The court also erased ambiguous fraud language that could have blocked the consolidation of nationality on loosely defined grounds, as well as provisions allowing authorities to revoke nationality for behaviors interpreted as “rejection of the national community.” In addition, it invalidated rules that would have required pending citizenship applications to be assessed under the legal criteria in force at the time of decision, rather than at the time of submission.
Separately, the judges unanimously struck down a Penal Code decree that would have made the loss of Portuguese nationality an accessory penalty for serious crimes, closing the door on what critics saw as a powerful new tool of banishment.
Ten-year timeline stands
Despite these setbacks for lawmakers, the court left intact one of the most consequential pillars of the reform: the extension of the standard naturalization period from five to ten years for most non‑EU and non‑CPLP nationals. That change had been approved by Parliament on October 28 with 157 votes in favor, mostly from PSD, Chega, IL, CDS‑PP, and JPP, against 64 votes opposed.
The overwhelming majority backing the bill exceeds the two‑thirds threshold required to reaffirm legislation even in the face of constitutional court objections, effectively securing the longer timeline unless lawmakers reverse course in future sessions.
Golden Visa investors in the dark
For Portugal’s Golden Visa community, the ruling offers little immediate clarity. Investor groups had filed an amicus curiae brief in December, accusing the state of unconstitutional delays and warning that the reforms would arbitrarily penalize applicants already in the pipeline.
The court did not overturn the controversial absence of grandfathering rules for existing residence holders, a silence that leaves open whether those already in Portugal’s residency system will be shielded from the new 10‑year clock. Multiple Portuguese outlets, including ECO and RTP, have since published differing interpretations of the decision’s scope, particularly around when residence time should start counting toward citizenship eligibility.
When does the citizenship clock start?
At the heart of the confusion lies a technical but critical question: Does the path to citizenship begin when an applicant submits a residence request or only once Portugal’s Agency for Integration, Migration and Asylum (AIMA) issues the residence permit? Parliament’s text leans toward the latter, tying eligibility to the date of permit issuance.

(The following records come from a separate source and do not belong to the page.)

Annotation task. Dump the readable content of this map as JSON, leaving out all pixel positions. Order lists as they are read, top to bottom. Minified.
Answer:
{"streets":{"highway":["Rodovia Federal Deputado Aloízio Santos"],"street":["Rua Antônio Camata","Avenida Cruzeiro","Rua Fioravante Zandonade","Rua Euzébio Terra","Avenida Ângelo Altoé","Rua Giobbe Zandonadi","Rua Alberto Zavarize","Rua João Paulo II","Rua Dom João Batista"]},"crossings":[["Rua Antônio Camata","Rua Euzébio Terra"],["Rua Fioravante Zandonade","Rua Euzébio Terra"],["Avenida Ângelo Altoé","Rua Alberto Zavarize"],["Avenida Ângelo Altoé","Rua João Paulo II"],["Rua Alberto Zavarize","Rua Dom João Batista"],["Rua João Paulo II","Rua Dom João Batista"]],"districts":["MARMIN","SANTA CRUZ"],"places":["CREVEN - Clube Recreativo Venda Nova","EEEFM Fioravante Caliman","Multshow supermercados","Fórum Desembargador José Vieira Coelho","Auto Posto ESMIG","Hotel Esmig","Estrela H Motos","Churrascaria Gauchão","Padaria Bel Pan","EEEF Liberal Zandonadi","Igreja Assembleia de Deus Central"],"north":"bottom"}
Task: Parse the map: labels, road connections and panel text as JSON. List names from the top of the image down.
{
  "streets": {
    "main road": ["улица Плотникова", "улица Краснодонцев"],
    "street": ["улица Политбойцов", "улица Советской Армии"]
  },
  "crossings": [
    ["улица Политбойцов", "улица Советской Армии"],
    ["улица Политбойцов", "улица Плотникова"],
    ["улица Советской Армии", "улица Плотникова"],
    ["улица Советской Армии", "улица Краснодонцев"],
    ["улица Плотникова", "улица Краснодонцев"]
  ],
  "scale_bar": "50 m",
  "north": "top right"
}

Given AIMA’s chronic delays—residence processing often takes two to four years—this approach could stretch the effective wait for citizenship to between 12 and 14 years for many applicants if the mechanism is ultimately upheld. More than 20,000 investors are currently waiting for AIMA appointments extending into 2026, with some cases pending since 2021. For these applicants, every month of procedural backlog potentially adds a month to an already lengthy naturalization journey.
Next steps and a growing backlog
The full impact of the ruling will only become clear once the written verdict is released, which is expected to detail exactly which applicants receive transitional protections and how residence time must be counted. Until then, lawyers, investors, and long‑term residents face a legal landscape in which headline reforms are partly neutralized, yet the core citizenship delay remains firmly in place.
With political support strong enough to uphold the 10‑year rule and administrative delays already stretching into mid‑decade, Portugal’s nationality debate is likely to intensify as affected migrants and investors weigh whether the country still offers a predictable route to citizenship.